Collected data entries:
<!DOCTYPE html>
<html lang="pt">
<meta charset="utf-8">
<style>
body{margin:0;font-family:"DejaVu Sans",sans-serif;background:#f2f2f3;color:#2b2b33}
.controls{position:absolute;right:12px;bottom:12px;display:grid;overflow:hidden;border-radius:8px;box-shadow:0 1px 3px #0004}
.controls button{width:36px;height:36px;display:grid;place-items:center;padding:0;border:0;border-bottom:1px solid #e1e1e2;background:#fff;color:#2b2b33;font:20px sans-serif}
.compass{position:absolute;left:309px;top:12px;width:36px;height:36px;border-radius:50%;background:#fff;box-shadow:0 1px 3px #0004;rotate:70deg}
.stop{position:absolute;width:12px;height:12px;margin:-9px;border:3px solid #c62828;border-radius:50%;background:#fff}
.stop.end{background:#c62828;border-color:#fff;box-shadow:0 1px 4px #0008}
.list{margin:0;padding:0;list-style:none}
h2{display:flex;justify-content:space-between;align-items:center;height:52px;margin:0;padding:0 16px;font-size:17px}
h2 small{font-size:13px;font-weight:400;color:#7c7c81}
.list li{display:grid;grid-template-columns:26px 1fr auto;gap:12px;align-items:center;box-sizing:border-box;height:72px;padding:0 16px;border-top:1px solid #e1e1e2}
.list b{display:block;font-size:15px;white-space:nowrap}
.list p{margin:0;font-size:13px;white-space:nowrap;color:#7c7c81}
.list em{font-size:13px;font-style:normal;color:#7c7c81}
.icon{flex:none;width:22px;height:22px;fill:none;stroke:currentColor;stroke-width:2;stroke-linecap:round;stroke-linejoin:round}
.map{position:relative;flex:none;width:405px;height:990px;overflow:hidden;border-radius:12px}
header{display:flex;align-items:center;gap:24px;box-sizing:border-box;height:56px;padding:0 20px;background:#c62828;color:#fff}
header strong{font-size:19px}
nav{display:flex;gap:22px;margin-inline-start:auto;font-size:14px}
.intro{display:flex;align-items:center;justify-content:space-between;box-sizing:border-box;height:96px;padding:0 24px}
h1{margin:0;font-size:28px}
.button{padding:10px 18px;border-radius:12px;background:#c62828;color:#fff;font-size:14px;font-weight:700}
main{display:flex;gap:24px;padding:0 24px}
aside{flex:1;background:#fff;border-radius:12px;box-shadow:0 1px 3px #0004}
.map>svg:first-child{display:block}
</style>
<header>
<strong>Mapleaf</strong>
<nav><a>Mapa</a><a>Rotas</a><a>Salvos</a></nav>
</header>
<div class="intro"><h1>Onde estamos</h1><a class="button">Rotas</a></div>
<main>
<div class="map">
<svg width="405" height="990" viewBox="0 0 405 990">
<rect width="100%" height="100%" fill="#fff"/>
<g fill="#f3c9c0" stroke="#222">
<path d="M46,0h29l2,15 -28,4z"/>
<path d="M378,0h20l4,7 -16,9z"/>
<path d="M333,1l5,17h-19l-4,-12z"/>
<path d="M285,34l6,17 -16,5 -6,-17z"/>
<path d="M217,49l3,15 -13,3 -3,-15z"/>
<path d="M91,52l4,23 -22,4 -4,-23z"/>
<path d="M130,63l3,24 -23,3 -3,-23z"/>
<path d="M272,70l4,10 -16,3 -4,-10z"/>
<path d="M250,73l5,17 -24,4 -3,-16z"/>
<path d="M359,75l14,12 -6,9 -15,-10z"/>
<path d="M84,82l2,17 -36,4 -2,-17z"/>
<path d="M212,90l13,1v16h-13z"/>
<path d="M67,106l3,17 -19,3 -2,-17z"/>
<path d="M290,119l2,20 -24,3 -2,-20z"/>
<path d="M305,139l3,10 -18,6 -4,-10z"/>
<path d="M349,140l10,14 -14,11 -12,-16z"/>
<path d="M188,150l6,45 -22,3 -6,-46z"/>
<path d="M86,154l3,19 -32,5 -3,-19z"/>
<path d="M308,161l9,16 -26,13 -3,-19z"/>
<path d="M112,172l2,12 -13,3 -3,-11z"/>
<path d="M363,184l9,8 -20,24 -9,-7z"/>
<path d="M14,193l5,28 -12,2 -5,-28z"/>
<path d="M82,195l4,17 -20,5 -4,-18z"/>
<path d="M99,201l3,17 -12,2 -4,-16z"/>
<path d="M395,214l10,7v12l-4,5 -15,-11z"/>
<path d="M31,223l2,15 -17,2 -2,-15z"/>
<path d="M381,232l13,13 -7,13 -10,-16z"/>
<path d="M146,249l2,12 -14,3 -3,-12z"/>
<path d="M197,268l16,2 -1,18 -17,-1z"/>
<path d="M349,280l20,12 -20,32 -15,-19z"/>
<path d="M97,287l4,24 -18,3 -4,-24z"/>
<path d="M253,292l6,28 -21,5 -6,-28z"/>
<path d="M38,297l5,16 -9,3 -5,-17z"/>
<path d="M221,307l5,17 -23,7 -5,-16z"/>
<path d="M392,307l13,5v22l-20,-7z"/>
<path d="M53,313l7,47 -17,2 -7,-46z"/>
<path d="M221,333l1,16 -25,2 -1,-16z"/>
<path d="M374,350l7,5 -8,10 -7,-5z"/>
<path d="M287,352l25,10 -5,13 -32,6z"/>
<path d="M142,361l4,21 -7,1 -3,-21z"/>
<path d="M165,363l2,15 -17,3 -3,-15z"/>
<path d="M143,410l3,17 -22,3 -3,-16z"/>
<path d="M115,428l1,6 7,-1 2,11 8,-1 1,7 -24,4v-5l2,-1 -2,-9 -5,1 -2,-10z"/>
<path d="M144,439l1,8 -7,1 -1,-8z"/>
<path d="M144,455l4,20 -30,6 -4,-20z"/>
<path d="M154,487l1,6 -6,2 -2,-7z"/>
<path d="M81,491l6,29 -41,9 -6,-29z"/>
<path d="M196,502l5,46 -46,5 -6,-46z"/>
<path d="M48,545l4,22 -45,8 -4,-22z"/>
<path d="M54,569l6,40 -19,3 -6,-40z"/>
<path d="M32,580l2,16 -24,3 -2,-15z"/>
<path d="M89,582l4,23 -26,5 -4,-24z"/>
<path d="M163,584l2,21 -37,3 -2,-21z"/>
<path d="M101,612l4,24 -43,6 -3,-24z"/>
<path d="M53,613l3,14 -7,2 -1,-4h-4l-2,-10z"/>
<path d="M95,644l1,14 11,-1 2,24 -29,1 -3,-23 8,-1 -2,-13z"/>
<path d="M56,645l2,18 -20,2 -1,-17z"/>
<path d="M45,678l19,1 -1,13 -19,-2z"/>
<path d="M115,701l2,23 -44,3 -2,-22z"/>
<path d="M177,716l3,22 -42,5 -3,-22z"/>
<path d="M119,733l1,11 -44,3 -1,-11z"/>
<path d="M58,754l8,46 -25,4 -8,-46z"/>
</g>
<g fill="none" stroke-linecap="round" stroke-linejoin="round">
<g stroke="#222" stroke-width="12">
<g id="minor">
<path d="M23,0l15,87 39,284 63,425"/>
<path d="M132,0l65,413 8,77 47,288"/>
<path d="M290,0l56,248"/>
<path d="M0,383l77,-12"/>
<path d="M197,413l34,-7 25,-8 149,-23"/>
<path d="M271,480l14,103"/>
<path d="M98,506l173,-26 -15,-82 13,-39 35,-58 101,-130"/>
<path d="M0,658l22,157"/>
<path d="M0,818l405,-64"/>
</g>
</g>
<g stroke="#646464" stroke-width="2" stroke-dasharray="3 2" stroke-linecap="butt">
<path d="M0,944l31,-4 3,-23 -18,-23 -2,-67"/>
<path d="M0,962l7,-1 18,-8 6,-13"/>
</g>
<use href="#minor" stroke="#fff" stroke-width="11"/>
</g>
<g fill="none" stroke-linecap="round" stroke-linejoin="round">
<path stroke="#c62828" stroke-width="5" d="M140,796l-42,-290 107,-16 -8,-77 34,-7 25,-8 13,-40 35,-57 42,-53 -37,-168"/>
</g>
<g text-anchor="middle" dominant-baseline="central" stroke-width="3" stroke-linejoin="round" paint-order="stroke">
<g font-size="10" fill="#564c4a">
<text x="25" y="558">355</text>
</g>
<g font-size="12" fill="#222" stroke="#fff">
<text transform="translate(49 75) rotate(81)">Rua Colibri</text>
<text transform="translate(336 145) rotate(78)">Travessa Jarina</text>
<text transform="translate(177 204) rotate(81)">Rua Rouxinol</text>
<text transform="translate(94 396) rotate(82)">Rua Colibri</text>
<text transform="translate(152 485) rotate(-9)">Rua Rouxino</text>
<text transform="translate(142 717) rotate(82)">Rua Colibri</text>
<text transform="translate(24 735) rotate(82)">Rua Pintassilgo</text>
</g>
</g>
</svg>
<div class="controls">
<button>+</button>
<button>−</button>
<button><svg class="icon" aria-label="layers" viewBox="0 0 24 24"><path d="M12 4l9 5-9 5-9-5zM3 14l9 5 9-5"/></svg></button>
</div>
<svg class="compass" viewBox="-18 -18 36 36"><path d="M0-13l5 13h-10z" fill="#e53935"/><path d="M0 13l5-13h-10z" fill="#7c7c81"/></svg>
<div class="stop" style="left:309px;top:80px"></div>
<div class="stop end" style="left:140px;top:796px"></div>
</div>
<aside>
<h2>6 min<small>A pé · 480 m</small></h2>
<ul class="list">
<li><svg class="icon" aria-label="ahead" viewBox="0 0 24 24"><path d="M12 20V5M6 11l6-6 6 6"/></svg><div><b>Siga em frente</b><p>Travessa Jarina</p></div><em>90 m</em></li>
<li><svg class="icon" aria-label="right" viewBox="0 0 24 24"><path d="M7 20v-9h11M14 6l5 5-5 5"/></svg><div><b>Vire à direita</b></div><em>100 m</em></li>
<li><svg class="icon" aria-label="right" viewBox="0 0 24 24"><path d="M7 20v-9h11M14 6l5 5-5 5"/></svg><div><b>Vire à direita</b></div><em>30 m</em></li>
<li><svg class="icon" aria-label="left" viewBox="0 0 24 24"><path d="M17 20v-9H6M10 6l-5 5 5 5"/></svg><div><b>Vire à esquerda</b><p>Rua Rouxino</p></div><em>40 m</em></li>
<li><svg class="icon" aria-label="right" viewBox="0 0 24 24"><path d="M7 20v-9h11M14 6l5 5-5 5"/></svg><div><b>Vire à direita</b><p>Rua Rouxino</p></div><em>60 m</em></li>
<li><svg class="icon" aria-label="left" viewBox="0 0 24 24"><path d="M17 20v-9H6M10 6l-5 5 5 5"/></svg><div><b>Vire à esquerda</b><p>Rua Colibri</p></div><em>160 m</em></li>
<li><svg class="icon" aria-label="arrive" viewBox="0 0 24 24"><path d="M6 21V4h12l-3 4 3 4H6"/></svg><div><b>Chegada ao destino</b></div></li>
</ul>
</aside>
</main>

...

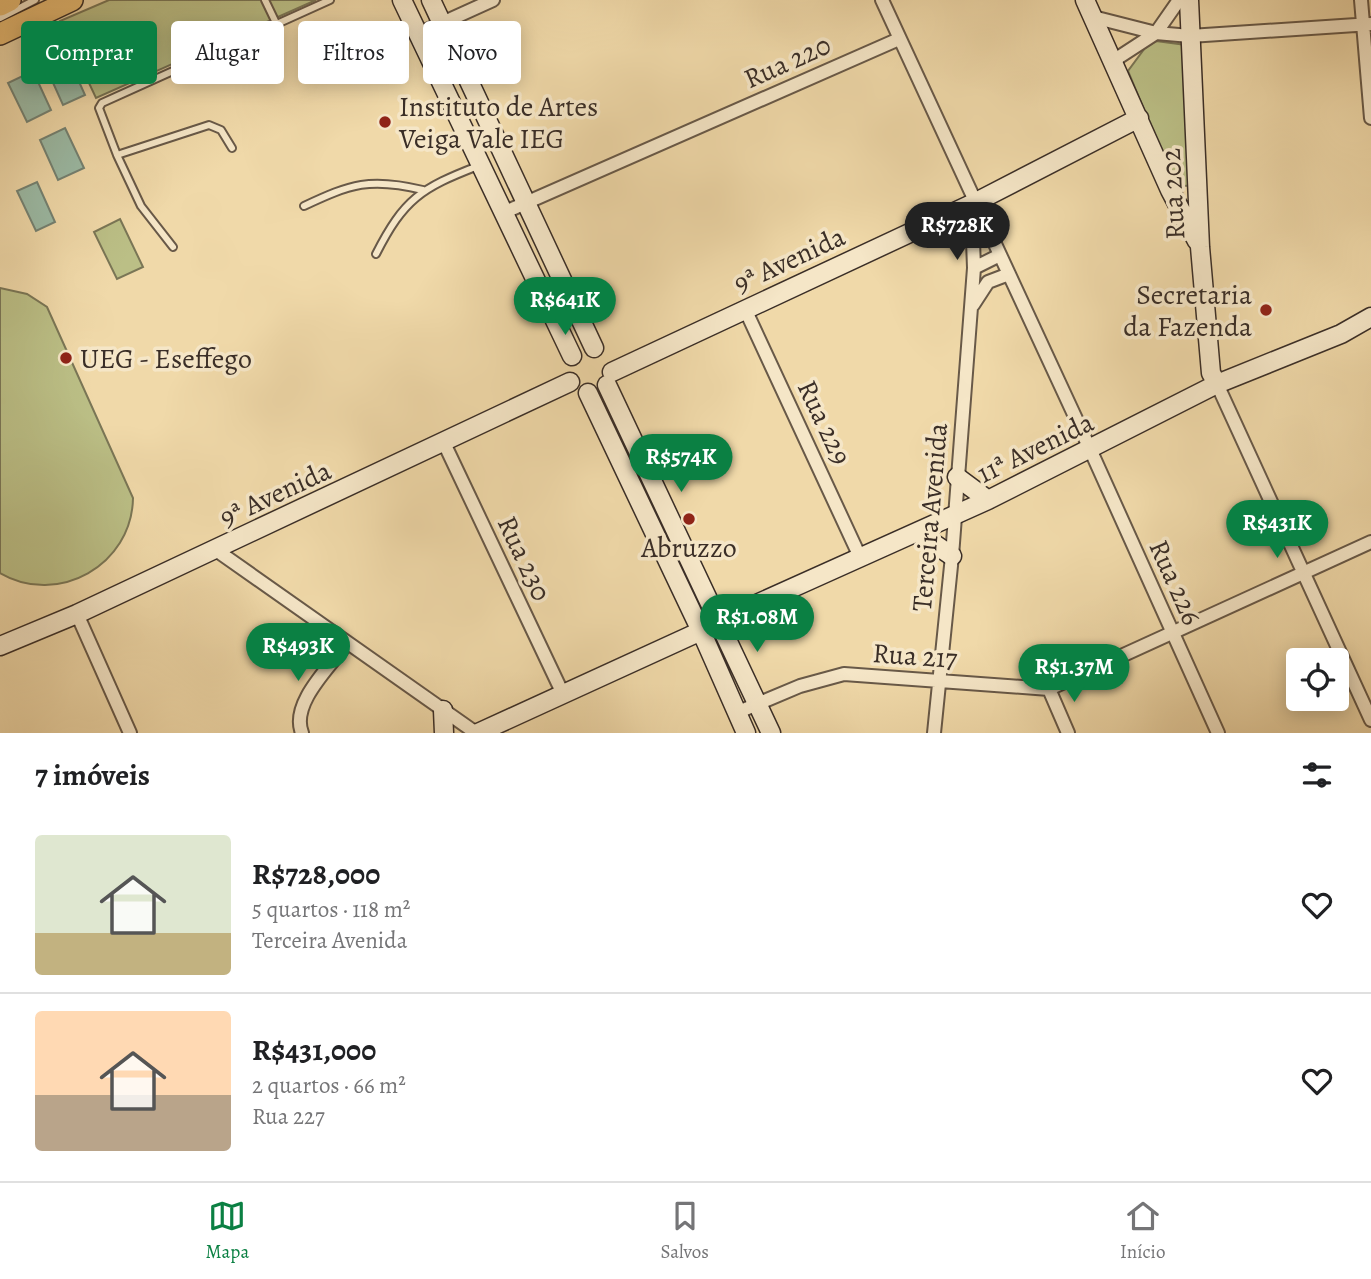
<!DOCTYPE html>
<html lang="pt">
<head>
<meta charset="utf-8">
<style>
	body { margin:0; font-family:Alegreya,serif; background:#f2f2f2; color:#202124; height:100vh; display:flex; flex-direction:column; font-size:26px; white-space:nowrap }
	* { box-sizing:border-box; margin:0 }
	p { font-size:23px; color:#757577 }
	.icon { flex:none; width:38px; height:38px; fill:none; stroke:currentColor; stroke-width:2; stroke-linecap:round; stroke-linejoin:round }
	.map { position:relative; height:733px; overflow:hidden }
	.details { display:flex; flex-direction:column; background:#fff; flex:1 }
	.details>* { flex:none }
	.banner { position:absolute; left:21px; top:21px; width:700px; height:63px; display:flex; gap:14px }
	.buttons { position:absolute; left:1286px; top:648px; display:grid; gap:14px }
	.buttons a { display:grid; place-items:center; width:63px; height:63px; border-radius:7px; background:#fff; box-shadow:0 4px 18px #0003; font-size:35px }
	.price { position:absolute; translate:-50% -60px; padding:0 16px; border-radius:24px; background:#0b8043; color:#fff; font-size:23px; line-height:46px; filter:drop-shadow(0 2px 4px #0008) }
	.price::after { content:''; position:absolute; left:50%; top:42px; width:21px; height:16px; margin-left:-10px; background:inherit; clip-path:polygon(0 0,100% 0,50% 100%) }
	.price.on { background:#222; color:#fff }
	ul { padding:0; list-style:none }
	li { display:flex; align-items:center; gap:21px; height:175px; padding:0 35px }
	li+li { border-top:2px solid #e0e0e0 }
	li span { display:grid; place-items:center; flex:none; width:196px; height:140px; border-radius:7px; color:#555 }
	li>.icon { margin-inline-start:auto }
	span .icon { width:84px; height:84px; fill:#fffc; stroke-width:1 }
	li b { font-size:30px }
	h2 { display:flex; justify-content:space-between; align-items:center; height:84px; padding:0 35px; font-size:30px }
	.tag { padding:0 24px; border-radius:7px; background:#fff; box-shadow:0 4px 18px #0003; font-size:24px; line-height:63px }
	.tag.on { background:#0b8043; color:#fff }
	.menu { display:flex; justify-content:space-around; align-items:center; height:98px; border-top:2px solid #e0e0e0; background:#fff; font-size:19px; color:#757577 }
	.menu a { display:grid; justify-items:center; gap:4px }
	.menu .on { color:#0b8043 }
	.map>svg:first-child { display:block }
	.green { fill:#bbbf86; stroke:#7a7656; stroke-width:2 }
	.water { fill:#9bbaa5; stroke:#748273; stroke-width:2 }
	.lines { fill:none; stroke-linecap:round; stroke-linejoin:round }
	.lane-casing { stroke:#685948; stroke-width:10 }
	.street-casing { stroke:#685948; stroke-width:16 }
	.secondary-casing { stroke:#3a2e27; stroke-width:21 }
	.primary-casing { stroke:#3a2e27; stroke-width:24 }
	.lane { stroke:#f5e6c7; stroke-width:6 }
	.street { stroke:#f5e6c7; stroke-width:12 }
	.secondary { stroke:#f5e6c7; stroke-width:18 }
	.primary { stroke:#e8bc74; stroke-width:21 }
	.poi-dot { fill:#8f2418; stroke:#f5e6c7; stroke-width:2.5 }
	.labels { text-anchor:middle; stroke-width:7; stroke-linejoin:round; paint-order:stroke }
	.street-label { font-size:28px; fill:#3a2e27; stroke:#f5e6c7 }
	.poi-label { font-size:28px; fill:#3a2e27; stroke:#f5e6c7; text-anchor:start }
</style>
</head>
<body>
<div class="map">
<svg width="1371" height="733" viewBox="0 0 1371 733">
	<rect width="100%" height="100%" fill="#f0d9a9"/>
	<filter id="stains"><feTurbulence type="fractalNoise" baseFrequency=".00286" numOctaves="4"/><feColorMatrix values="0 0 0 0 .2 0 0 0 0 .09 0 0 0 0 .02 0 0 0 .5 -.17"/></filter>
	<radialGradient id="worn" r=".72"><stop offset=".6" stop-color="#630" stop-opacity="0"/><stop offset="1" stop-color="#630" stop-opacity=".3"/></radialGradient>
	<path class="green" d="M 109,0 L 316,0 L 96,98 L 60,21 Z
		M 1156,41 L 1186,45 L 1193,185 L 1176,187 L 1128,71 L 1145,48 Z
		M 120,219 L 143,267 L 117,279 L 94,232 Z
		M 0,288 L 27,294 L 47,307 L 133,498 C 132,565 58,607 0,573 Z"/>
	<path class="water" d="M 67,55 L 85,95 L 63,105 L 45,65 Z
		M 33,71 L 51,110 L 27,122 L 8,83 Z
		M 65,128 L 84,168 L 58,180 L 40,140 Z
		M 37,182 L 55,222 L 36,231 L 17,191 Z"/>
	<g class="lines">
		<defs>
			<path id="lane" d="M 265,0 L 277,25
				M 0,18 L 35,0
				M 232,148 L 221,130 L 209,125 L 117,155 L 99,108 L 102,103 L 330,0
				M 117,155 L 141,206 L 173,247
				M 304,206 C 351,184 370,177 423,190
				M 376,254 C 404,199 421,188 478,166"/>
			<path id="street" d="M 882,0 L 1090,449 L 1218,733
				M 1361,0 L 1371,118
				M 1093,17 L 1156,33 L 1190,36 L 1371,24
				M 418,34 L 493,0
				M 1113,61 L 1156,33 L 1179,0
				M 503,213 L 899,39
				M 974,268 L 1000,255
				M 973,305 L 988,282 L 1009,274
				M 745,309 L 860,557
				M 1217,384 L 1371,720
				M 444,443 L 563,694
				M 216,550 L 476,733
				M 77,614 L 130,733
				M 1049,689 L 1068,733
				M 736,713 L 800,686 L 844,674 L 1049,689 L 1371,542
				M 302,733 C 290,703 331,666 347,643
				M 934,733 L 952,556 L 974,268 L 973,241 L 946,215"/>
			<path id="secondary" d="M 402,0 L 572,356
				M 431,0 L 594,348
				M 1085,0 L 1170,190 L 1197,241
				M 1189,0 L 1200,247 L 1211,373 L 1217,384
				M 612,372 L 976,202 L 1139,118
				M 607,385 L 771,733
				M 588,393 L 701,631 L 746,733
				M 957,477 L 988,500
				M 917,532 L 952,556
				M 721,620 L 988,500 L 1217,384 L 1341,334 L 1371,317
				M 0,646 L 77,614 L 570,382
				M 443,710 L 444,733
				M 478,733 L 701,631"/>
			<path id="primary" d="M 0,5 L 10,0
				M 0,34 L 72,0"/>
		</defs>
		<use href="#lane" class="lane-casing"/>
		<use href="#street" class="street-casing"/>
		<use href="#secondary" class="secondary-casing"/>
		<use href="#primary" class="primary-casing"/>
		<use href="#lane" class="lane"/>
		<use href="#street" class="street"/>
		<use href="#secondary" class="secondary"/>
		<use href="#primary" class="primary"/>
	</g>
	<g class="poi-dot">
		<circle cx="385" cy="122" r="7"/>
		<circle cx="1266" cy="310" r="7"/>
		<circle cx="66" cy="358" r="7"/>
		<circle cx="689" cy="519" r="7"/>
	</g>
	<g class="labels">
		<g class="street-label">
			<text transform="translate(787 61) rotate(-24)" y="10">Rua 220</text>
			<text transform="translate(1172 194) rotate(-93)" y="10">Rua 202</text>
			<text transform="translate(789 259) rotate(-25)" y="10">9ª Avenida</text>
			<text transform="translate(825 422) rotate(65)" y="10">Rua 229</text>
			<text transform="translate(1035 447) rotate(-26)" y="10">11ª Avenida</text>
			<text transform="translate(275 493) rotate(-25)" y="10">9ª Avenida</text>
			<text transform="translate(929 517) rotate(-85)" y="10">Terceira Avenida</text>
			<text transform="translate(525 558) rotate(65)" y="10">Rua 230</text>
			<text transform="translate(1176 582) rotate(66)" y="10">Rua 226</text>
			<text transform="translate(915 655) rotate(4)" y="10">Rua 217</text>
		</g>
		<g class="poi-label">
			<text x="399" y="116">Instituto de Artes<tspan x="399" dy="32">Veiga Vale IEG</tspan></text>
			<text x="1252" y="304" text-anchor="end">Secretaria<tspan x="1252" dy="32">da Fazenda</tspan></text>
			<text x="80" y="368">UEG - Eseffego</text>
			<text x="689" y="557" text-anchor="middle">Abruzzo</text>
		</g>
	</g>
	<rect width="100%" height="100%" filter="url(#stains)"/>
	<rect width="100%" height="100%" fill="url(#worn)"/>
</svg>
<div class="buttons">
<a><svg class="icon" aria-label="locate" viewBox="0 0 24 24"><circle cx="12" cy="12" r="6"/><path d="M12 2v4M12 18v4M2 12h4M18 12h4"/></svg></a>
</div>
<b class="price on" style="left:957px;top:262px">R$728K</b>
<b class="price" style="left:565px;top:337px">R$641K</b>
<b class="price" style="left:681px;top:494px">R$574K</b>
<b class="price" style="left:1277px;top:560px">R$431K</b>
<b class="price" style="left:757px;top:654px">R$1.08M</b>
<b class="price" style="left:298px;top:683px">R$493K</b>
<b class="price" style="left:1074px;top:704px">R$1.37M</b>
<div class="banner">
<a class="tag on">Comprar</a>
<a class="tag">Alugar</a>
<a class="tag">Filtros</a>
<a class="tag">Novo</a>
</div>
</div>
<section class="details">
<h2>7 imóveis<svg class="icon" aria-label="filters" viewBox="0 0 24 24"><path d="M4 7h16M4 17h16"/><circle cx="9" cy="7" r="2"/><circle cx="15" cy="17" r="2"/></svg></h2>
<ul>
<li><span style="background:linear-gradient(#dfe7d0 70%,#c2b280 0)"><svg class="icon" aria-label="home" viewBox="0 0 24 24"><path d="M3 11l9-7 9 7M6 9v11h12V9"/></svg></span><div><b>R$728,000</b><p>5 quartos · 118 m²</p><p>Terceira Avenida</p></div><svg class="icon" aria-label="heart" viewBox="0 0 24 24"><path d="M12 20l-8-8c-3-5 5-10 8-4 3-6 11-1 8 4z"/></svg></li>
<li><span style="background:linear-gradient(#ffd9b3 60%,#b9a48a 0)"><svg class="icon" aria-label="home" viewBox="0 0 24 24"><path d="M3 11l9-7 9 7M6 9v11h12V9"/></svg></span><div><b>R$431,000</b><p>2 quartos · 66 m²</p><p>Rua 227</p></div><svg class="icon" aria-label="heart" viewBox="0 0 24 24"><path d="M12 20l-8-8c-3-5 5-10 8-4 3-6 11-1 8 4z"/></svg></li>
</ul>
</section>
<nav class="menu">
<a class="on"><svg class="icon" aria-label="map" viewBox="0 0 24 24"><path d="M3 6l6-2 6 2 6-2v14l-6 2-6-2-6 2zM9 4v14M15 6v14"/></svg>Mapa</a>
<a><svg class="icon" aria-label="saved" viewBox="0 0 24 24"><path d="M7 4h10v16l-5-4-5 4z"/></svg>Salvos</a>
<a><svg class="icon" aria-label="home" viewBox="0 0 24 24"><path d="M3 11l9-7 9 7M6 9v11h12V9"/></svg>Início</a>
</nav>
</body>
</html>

**Instructions for the task**. Look through the entries above and quote exactly the lines from the line with "content:''; position:absolute; left:50%;" to the line with "display:flex; align-items:center; gap:21px;", counting both of those lines.

**Exercise result**.
	.price::after { content:''; position:absolute; left:50%; top:42px; width:21px; height:16px; margin-left:-10px; background:inherit; clip-path:polygon(0 0,100% 0,50% 100%) }
	.price.on { background:#222; color:#fff }
	ul { padding:0; list-style:none }
	li { display:flex; align-items:center; gap:21px; height:175px; padding:0 35px }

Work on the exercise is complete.